In view of recent tumult in the banking sector, the Independent Community Bankers of America (ICBA) has debuted a national public awareness campaign designed to encourage consumers to do business with a local community bank.
The campaign calls attention to the BankLocally.org website, which enables consumers to find a community bank in their market. ICBA stated the campaign “boldly and effectively differentiating community banks from large banks, credit unions and other financial institutions.”
Last year, ICBA launched a pilot campaign to determine the viability and need of a national campaign by testing messaging and creative assets designed to build awareness and positive perceptions of community banking. The trade organization determined that after the pilot campaign ran its course, the percentage of consumers who know what a community bank is increased by 22% while the share of consumers with positive opinions of community banks grew by 15%. And after seeing the campaign elements, 75% of consumers who were not doing business with a community bank became interested in learning about these financial institutions.
“ICBA is investing big in the future of community banking with the launch of this consumer-driven public awareness campaign,” ICBA President and CEO Rebeca Romero Rainey said. “Now more than ever, we must shine a light on the unmistakably different business model that is community banking and introduce it as a clear choice to America’s consumers. Consumers deserve to know that they have a safe, sound and secure community banking option in their own community that can be their financial advocate for life,” Romero Rainey said. “Together with our community bank members, we will make a difference and shine a light on all that is well and good in community banking.”
ICBA is also aiming at millennials – the organizations’ research found 46% of millennials stating that support of local communities is one of the most important characteristics of a “perfect” bank. Further, millennials showed more interest in community banks than previous generations (61% among ages 25-39 compared 50% for age 40 and up).

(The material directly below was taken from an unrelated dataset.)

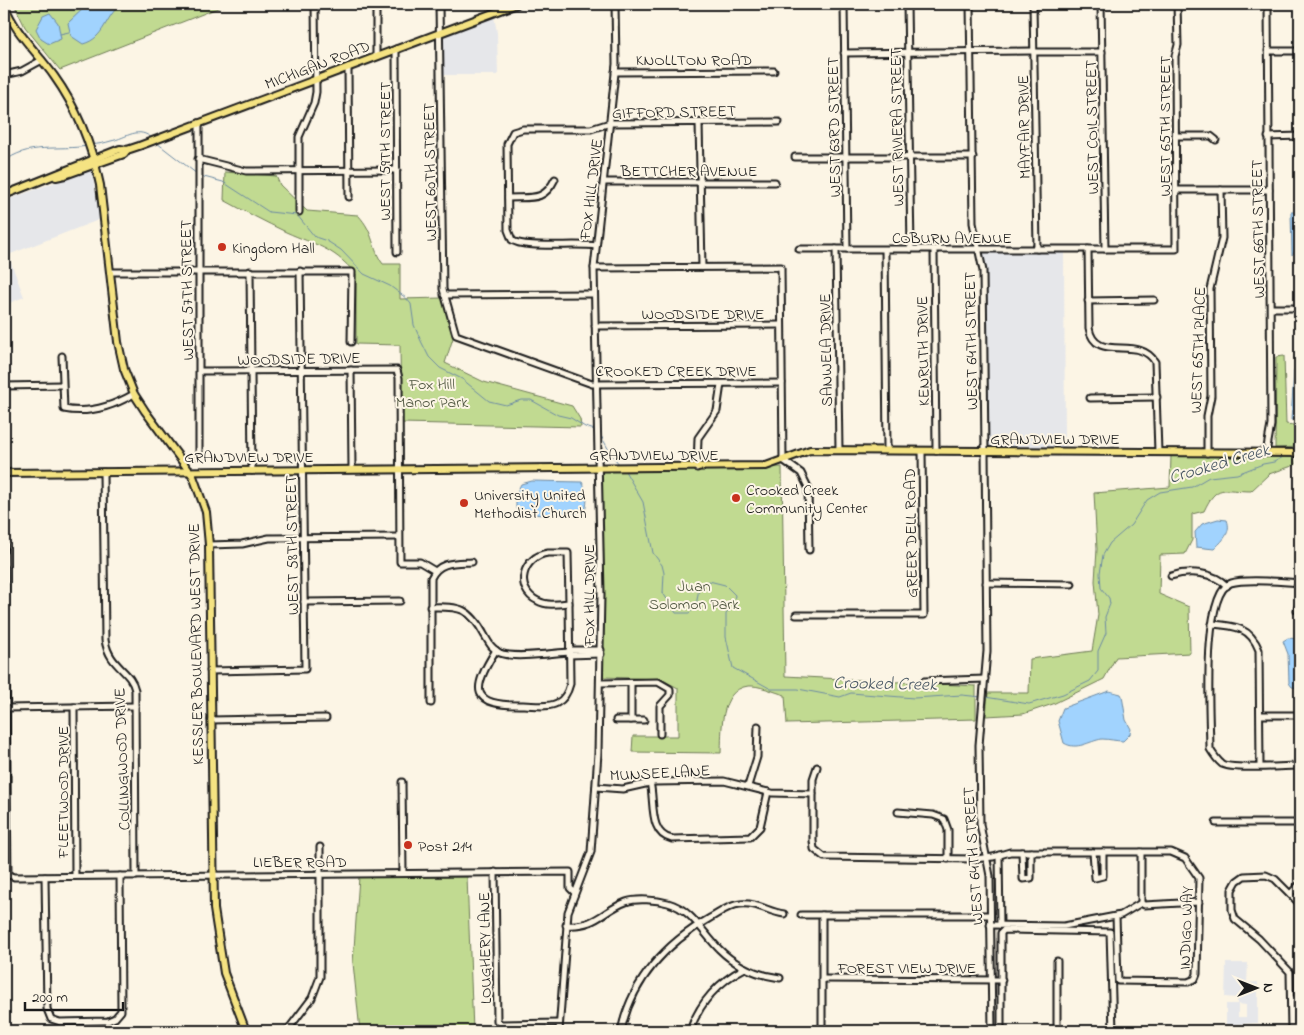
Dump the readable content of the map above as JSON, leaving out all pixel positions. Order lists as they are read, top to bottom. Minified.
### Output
{"streets":{"main road":["MICHIGAN ROAD","GRANDVIEW DRIVE","KESSLER BOULEVARD WEST DRIVE"],"street":["KNOLLTON ROAD","GIFFORD STREET","WEST 65TH STREET","WEST 63RD STREET","WEST RIVIERA STREET","MAYFAIR DRIVE","WEST COIL STREET","WEST 59TH STREET","BETTCHER AVENUE","WEST 60TH STREET","FOX HILL DRIVE","WEST 66TH STREET","COBURN AVENUE","WEST 57TH STREET","WOODSIDE DRIVE","WEST 64TH STREET","SANWELA DRIVE","WEST 65TH PLACE","KENRUTH DRIVE","CROOKED CREEK DRIVE","GREER DELL ROAD","WEST 58TH STREET","COLLINGWOOD DRIVE","MUNSEE LANE","FLEETWOOD DRIVE","LIEBER ROAD","INDIGO WAY","LOUGHERY LANE","FOREST VIEW DRIVE"]},"crossings":[["KNOLLTON ROAD","FOX HILL DRIVE"],["MICHIGAN ROAD","WEST 59TH STREET"],["MICHIGAN ROAD","WEST 60TH STREET"],["MICHIGAN ROAD","WEST 57TH STREET"],["MICHIGAN ROAD","KESSLER BOULEVARD WEST DRIVE"],["GIFFORD STREET","FOX HILL DRIVE"],["WEST 65TH STREET","COBURN AVENUE"],["WEST 63RD STREET","COBURN AVENUE"],["WEST RIVIERA STREET","COBURN AVENUE"],["MAYFAIR DRIVE","COBURN AVENUE"],["WEST COIL STREET","COBURN AVENUE"],["BETTCHER AVENUE","FOX HILL DRIVE"],["WEST 60TH STREET","CROOKED CREEK DRIVE"],["FOX HILL DRIVE","WOODSIDE DRIVE"],["FOX HILL DRIVE","CROOKED CREEK DRIVE"],["FOX HILL DRIVE","GRANDVIEW DRIVE"],["FOX HILL DRIVE","MUNSEE LANE"],["FOX HILL DRIVE","LIEBER ROAD"],["FOX HILL DRIVE","LOUGHERY LANE"],["WEST 66TH STREET","GRANDVIEW DRIVE"],["COBURN AVENUE","WEST 64TH STREET"],["COBURN AVENUE","SANWELA DRIVE"],["COBURN AVENUE","KENRUTH DRIVE"],["WEST 57TH STREET","WOODSIDE DRIVE"],["WOODSIDE DRIVE","GRANDVIEW DRIVE"],["WOODSIDE DRIVE","WEST 58TH STREET"],["WEST 64TH STREET","GRANDVIEW DRIVE"],["WEST 64TH STREET","FOREST VIEW DRIVE"],["SANWELA DRIVE","GRANDVIEW DRIVE"],["WEST 65TH PLACE","GRANDVIEW DRIVE"],["KENRUTH DRIVE","GRANDVIEW DRIVE"],["GRANDVIEW DRIVE","GREER DELL ROAD"],["GRANDVIEW DRIVE","WEST 58TH STREET"],["GRANDVIEW DRIVE","KESSLER BOULEVARD WEST DRIVE"],["GRANDVIEW DRIVE","COLLINGWOOD DRIVE"],["WEST 58TH STREET","KESSLER BOULEVARD WEST DRIVE"],["KESSLER BOULEVARD WEST DRIVE","LIEBER ROAD"],["COLLINGWOOD DRIVE","LIEBER ROAD"],["FLEETWOOD DRIVE","LIEBER ROAD"],["LIEBER ROAD","LOUGHERY LANE"]],"water":["Crooked Creek"],"parks":["Fox Hill Manor Park","Juan Solomon Park"],"places":["Kingdom Hall","Crooked Creek Community Center","University United Methodist Church","Post 214"],"scale_bar":"200 m","north":"right"}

“Millennials already have experienced two historical financial moments within their lifetimes and are on the brink of or currently experiencing some of life’s biggest financial moments and milestones,” ICBA Executive Vice President and Chief Marketing Officer Rob Birgfeld said. “It’s vital consumers know that community banks are the perfect fit for their life’s journey and stand ready to build a trusted banking relationship with them — helping them achieve financial stability and their life’s goals, all while making the community they call home stronger and more vibrant.”